_Task statement:_
In the data below, which lines hold the word "yChannelSelector"? Copy them.

_Task material:_
╔══

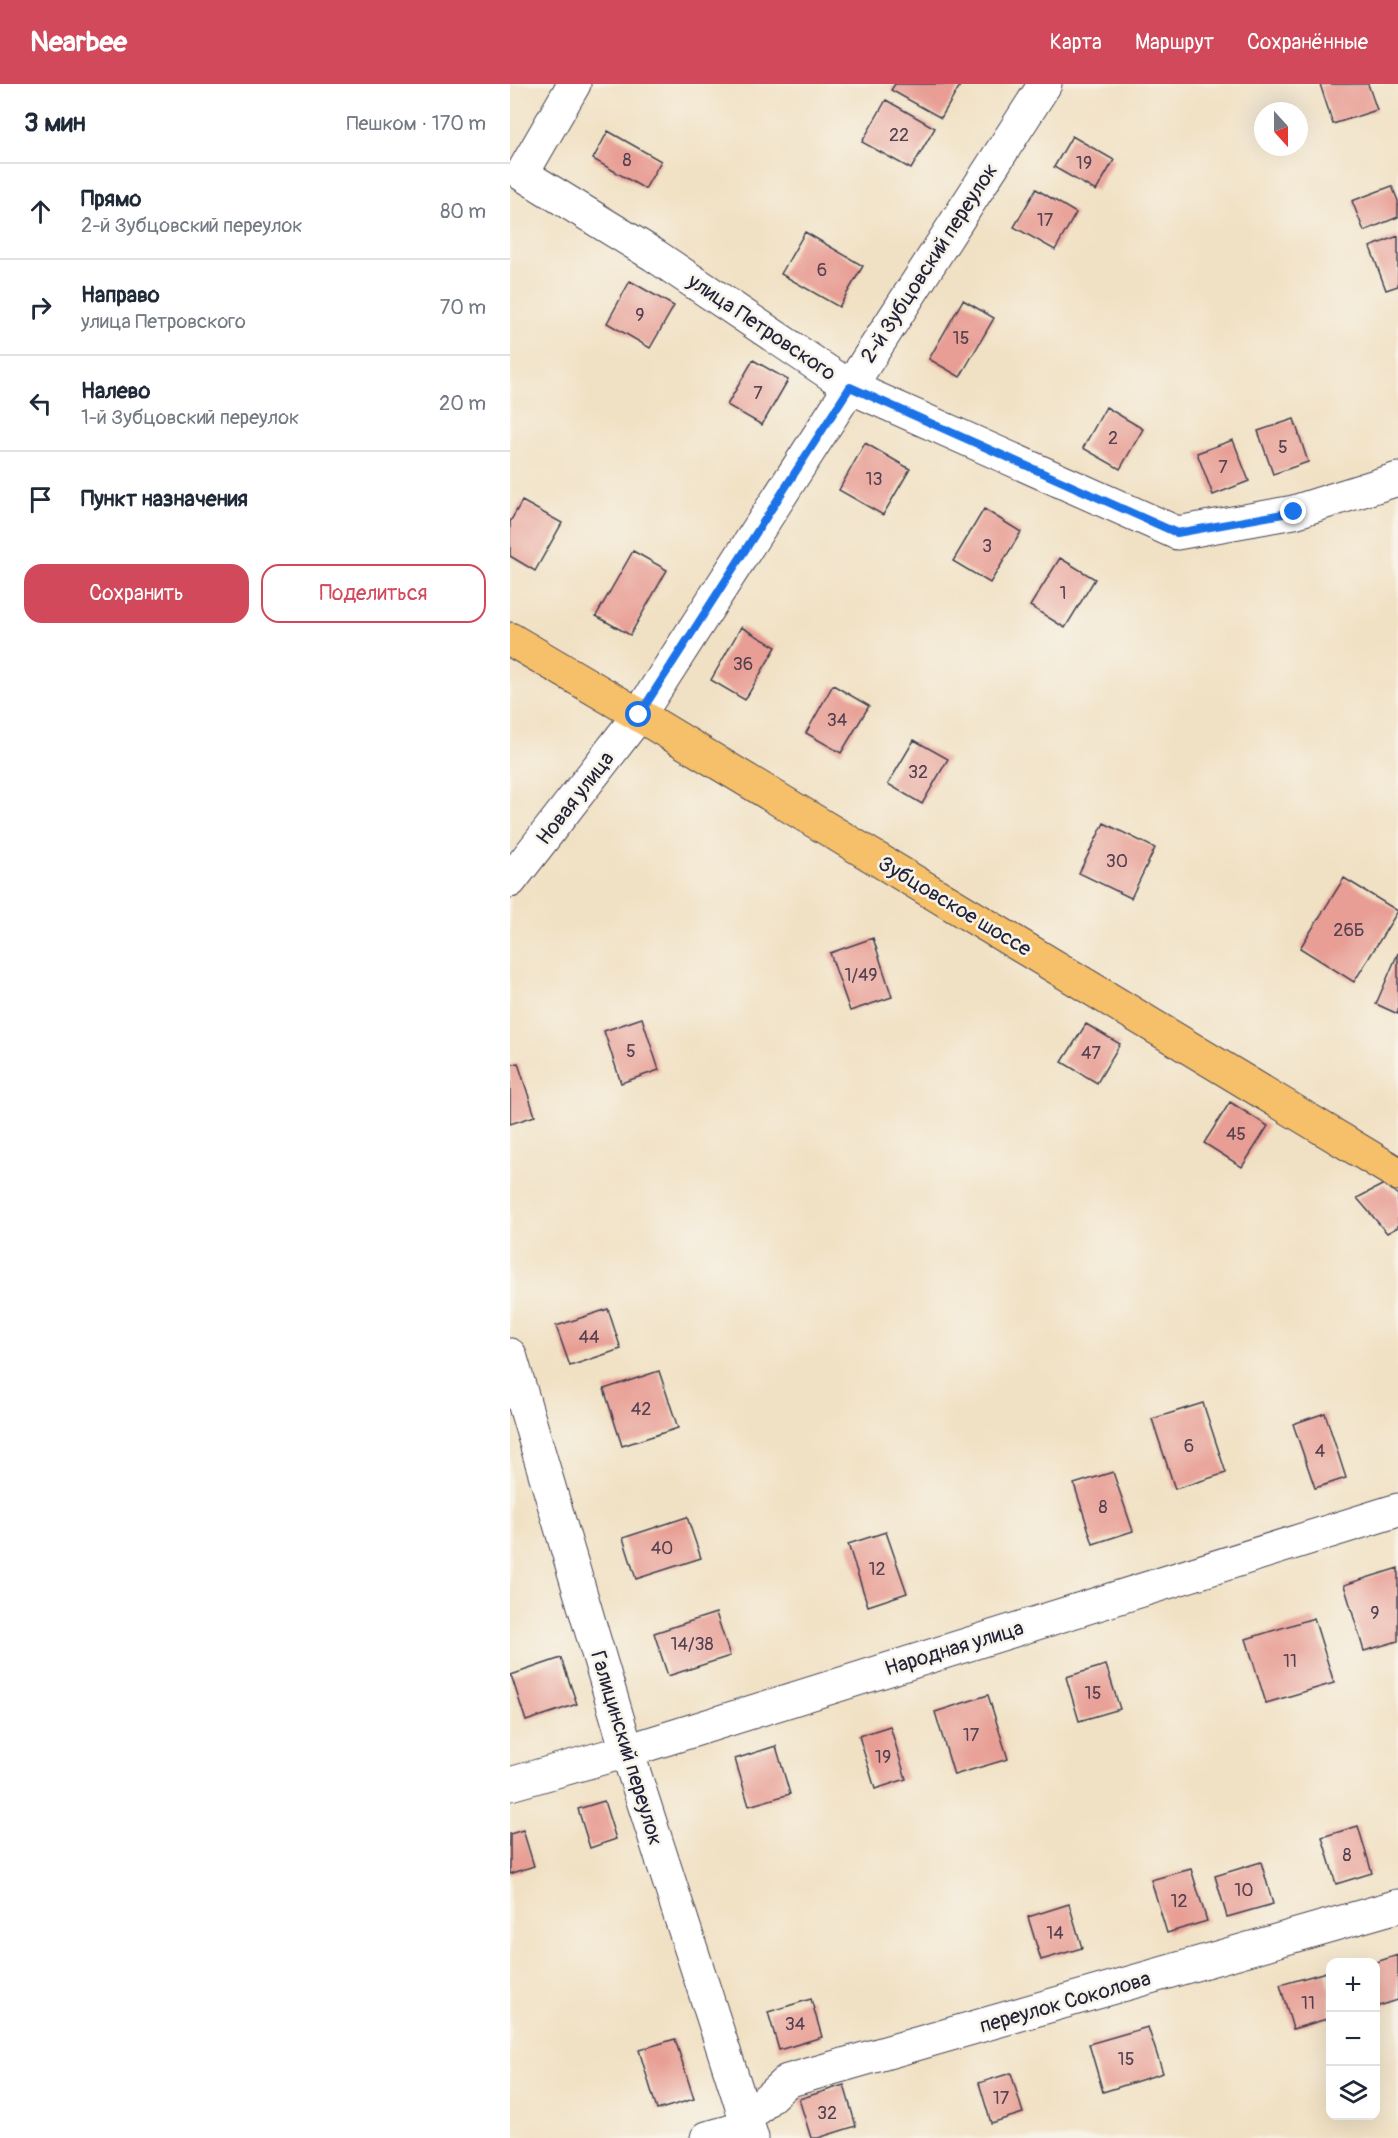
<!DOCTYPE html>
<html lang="ru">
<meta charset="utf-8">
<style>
:root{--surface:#fff;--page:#f6f6f7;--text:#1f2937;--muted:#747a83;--line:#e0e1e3;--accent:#d1495b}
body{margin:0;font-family:Pangolin,sans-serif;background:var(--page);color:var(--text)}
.controls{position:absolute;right:18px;bottom:18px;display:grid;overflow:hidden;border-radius:12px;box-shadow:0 6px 24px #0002}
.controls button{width:54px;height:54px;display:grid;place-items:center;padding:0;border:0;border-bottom:2px solid var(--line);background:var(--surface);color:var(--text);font:30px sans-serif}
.compass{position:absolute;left:744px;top:18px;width:54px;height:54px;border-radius:50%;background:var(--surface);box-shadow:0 6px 24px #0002;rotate:159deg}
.stop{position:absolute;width:18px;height:18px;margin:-14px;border:4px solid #1a73e8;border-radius:50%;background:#fff}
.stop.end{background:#1a73e8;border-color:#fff;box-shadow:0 2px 6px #0008}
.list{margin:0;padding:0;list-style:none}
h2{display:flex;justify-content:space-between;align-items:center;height:78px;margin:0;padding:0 24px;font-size:26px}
h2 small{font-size:20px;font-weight:400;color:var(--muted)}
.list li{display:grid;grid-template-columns:39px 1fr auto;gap:18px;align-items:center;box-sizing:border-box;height:96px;padding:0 24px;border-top:2px solid var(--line)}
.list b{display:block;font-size:22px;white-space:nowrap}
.list p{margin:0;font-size:20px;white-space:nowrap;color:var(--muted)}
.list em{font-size:20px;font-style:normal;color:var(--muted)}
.actions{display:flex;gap:12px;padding:18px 24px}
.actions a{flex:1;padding:14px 0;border:2px solid var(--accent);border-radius:18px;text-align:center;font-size:21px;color:var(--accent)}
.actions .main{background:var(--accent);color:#fff}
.icon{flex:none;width:33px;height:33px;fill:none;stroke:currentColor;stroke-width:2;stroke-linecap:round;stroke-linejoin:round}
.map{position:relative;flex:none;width:888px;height:2054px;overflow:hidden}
header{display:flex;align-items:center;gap:36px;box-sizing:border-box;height:84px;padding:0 30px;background:var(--accent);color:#fff}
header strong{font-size:28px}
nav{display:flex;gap:33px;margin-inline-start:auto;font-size:21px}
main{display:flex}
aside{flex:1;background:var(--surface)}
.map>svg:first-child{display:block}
</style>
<header>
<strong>Nearbee</strong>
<nav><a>Карта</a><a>Маршрут</a><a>Сохранённые</a></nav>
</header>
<main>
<aside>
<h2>3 мин<small>Пешком · 170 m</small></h2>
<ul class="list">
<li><svg class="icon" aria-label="ahead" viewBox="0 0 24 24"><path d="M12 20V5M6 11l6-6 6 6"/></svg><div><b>Прямо</b><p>2-й Зубцовский переулок</p></div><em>80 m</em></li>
<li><svg class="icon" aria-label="right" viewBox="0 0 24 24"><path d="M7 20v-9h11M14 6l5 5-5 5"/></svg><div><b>Направо</b><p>улица Петровского</p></div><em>70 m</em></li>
<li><svg class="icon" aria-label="left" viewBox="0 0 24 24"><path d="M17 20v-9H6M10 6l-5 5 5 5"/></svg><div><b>Налево</b><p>1-й Зубцовский переулок</p></div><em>20 m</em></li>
<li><svg class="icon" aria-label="arrive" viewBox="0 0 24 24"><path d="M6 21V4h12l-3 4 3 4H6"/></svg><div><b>Пункт назначения</b></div></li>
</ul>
<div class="actions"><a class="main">Сохранить</a><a>Поделиться</a></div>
</aside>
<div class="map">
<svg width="888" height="2054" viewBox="0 0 888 2054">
<rect width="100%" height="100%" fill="#f7f3e8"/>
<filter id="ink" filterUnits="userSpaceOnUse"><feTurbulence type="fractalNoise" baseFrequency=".0167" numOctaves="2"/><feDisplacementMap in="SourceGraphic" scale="12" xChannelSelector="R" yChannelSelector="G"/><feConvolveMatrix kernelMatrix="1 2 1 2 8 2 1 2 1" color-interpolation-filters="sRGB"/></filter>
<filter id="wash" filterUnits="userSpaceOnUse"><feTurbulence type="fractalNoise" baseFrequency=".008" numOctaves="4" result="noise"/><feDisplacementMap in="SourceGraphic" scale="24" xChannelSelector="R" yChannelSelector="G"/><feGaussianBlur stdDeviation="1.35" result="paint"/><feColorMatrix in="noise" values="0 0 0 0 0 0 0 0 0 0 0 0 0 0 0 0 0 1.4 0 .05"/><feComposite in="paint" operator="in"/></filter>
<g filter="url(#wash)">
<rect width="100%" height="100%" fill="#f1e1c4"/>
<g id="blocks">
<!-- building -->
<path fill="#e89e94" d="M385 0H451L431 34 381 6Z
M810 0H858L867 26 823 40Z
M376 16 425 44 401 85 352 58Z
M98 47 151 77 135 105 83 75Z
M562 52 604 76 586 107 544 83Z
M882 102 888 117V133L854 147 842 117Z
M526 105 566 129 545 166 504 143Z
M295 148 353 182 329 223 271 190Z
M888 152V202L876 206 860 163Z
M120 197 164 222 140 264 97 239Z
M453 216 484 234 450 293 419 275Z
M243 276 278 296 252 341 217 321Z
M596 323 633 345 610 385 573 364Z
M784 335 798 378 763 390 748 347Z
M723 356 739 397 703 411 687 369Z
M355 359 400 385 373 431 329 406Z
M12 417 52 439 25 487 0 472V438Z
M474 425 511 448 480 499 443 477Z
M123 467 157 486 120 551 86 532Z
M550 474 585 495 555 544 520 522Z
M231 543 266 563 235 616 201 596Z
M323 601 359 622 331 669 296 649Z
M404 656 438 675 412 720 378 700Z
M594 739 645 764 621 814 569 789Z
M834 794 888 827 844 898 790 864Z
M363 854 382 913 340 927 320 869Z
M888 869V930L866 920Z
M132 934 149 986 111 999 94 947Z
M576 940 610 960 587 999 552 978Z
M8 979 25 1032 0 1040V981Z
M720 1018 758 1042 732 1083 694 1059Z
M874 1100 888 1111V1143L877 1149 847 1114Z
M98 1225 111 1265 60 1282 46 1242Z
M149 1287 168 1344 112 1362 94 1305Z
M693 1319 716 1389 665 1405 642 1335Z
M815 1329 836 1394 805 1404 783 1340Z
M603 1388 623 1447 583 1460 564 1400Z
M177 1433 191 1474 126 1495 113 1454Z
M376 1448 397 1509 358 1522 338 1460Z
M888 1484V1557L854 1567 834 1501Z
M206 1529 220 1572 158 1592 144 1549Z
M804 1534 824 1599 756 1619 736 1555Z
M51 1574 67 1620 16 1637 1 1591Z
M596 1581 610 1625 569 1637 556 1593Z
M478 1611 498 1675 444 1691 425 1628Z
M380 1642 396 1695 365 1705 349 1652Z
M266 1662 280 1710 239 1722 225 1675Z
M94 1717 106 1755 80 1764 68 1725Z
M848 1742 862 1789 826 1800 812 1753Z
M13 1746 24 1782 0 1790V1750Z
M751 1778 763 1820 717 1833 705 1792Z
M681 1785 697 1837 657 1849 641 1796Z
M559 1820 572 1864 531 1876 518 1833Z
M888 1871V1916L866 1923V1878Z
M816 1888 820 1905V1934L783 1945 770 1901Z
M301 1915 312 1953 269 1966 258 1928Z
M638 1943 653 1989 593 2008 579 1960Z
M165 1955 184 2015 147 2026 129 1966Z
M501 1989 513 2029 481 2039 469 1999Z
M334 2001 346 2042 308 2054H301L289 2015Z"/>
</g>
</g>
<g filter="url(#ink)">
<use href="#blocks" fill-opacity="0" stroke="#413f50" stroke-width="1.5"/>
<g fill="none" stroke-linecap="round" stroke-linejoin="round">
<!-- street casing -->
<g stroke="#413f50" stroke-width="35">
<path id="street" d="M64 0 12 90 144 171 340 303 667 449 784 428 888 395
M0 797 129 631 535 0
M0 1271 117 1667 242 2054
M0 1700 117 1667 888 1426
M197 2054 223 2047 277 1997 888 1822"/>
</g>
<!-- primary casing -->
<g stroke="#413f50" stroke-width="35">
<path id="primary" d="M0 555 129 631 888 1090"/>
</g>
<!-- street -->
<use href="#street" stroke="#fff" stroke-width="33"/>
<!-- primary -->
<use href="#primary" stroke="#f6c06b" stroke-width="33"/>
</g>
</g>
<g fill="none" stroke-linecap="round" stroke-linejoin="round" filter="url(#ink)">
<!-- route -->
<path stroke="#1a73e8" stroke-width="8" d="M129 631 340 303 667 449 784 428"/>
</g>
<g text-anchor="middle" stroke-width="5" stroke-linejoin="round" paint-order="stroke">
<!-- number labels -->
<g font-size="18" fill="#544151">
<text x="389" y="57">22</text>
<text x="117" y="82">8</text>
<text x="574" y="85">19</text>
<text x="535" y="142">17</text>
<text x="312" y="192">6</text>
<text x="130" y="237">9</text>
<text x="451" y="260">15</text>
<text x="248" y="315">7</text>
<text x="603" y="360">2</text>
<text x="773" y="369">5</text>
<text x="713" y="389">7</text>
<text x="364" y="401">13</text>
<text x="477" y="468">3</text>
<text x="553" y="515">1</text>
<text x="233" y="586">36</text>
<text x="327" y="642">34</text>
<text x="408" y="694">32</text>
<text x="607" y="783">30</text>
<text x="839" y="852">26Б</text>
<text x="351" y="897">1/49</text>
<text x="121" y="973">5</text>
<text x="581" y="975">47</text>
<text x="726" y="1056">45</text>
<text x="79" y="1259">44</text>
<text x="131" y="1331">42</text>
<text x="679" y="1368">6</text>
<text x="810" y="1373">4</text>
<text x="593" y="1429">8</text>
<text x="152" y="1470">40</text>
<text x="367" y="1491">12</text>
<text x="865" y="1535">9</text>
<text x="182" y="1566">14/38</text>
<text x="780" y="1583">11</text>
<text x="583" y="1615">15</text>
<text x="461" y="1657">17</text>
<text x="373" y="1679">19</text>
<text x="837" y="1777">8</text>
<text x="734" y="1812">10</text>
<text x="669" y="1823">12</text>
<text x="545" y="1855">14</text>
<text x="798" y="1925">11</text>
<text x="285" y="1946">34</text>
<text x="616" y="1981">15</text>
<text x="491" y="2020">17</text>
<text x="317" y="2035">32</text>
</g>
<!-- street labels -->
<g font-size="21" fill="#22223b" stroke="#f7f3e8">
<text transform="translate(419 179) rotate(-57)" y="7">2-й Зубцовский переулок</text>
<text transform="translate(252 243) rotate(34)" y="7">улица Петровского</text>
<text transform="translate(65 714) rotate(-52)" y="7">Новая улица</text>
<text transform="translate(445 822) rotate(31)" y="7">Зубцовское шоссе</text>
<text transform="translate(444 1564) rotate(-17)" y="7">Народная улица</text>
<text transform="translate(117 1664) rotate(73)" y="7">Галицинский переулок</text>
<text transform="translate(555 1918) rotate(-16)" y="7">переулок Соколова</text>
</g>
</g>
</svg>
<div class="controls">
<button>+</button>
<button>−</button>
<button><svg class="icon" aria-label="layers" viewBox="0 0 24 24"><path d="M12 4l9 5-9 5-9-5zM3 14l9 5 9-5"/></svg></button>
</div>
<svg class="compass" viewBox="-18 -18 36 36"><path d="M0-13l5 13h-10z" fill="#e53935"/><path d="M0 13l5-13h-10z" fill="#747a83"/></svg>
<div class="stop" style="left:129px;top:631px"></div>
<div class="stop end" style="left:784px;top:428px"></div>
</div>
</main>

╚══

_Written solution:_
<filter id="ink" filterUnits="userSpaceOnUse"><feTurbulence type="fractalNoise" baseFrequency=".0167" numOctaves="2"/><feDisplacementMap in="SourceGraphic" scale="12" xChannelSelector="R" yChannelSelector="G"/><feConvolveMatrix kernelMatrix="1 2 1 2 8 2 1 2 1" color-interpolation-filters="sRGB"/></filter>
<filter id="wash" filterUnits="userSpaceOnUse"><feTurbulence type="fractalNoise" baseFrequency=".008" numOctaves="4" result="noise"/><feDisplacementMap in="SourceGraphic" scale="24" xChannelSelector="R" yChannelSelector="G"/><feGaussianBlur stdDeviation="1.35" result="paint"/><feColorMatrix in="noise" values="0 0 0 0 0 0 0 0 0 0 0 0 0 0 0 0 0 1.4 0 .05"/><feComposite in="paint" operator="in"/></filter>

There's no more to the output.